Friday, August 17, 2012

1208.3448 (Takeshi Kondo et al.)

Collapse of the Fermi surface and fingerprints of order in the pseudogap
state of cuprate superconductors
   [PDF]

Takeshi Kondo, Ari Palczewski, Yoichiro Hamaya, K. Ogawa, Tsunehiro Takeuchi, J. S. Wen, G. Z. J. Xu, Genda Gu, Adam Kaminski
The Fermi surface in the state of cuprates is highly unusual because it appears to consist of disconnected segments called arcs. Their very existence challenges the traditional concept of a Fermi surface as closed contours of gapless excitations in momentum space.
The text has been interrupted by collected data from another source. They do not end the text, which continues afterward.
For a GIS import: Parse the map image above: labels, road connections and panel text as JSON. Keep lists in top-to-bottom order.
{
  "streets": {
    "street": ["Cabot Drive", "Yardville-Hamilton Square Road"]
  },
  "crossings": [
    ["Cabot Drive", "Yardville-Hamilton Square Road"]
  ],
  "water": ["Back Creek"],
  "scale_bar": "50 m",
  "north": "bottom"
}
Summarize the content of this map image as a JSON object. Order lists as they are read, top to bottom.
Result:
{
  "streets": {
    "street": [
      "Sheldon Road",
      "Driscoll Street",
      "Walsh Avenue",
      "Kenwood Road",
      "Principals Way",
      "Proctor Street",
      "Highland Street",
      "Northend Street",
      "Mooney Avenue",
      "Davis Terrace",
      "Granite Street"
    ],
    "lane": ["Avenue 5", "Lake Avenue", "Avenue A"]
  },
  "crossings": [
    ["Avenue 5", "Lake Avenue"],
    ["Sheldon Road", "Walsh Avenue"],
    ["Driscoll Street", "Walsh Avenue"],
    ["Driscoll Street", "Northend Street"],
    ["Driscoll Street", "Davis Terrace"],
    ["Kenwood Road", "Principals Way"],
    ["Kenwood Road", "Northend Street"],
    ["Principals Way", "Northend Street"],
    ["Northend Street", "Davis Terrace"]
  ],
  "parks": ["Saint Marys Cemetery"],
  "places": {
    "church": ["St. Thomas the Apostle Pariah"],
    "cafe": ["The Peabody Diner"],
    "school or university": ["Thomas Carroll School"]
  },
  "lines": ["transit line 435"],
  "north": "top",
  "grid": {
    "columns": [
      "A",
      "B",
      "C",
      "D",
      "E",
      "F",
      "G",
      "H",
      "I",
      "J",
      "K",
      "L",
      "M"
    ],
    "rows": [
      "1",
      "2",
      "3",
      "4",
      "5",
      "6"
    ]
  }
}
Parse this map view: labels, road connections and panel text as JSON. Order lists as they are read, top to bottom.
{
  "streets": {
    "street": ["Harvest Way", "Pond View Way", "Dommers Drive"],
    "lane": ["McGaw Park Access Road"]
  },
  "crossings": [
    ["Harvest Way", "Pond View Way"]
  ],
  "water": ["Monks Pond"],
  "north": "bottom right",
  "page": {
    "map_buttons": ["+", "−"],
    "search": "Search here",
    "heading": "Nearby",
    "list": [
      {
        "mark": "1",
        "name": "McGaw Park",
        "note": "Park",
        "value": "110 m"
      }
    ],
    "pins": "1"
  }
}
The length of the arcs in the pseudogap state was thought to linearly increase with temperature, pointing to the existence of a nodal liquid state below T*. These results were interpreted as an interplay of a d-wave pairing gap and strong scattering. Understanding the properties of the arcs is a pre-requisite to understanding the origin of the pseudogap and the physics of the cuprates. Here we use a novel approach to detect the energy gaps based on the temperature dependence of the density of states. With a significantly improved sensitivity, we demonstrate that the arcs form rapidly at T* and their length remains surprisingly constant over an extended temperature range between T* and Tarc, consistent with the presence of an ordered state below T*. These arcs span fixed points in the momentum space defining a set of wave vectors, which are the fingerprints of the ordered state that causes the pseudogap.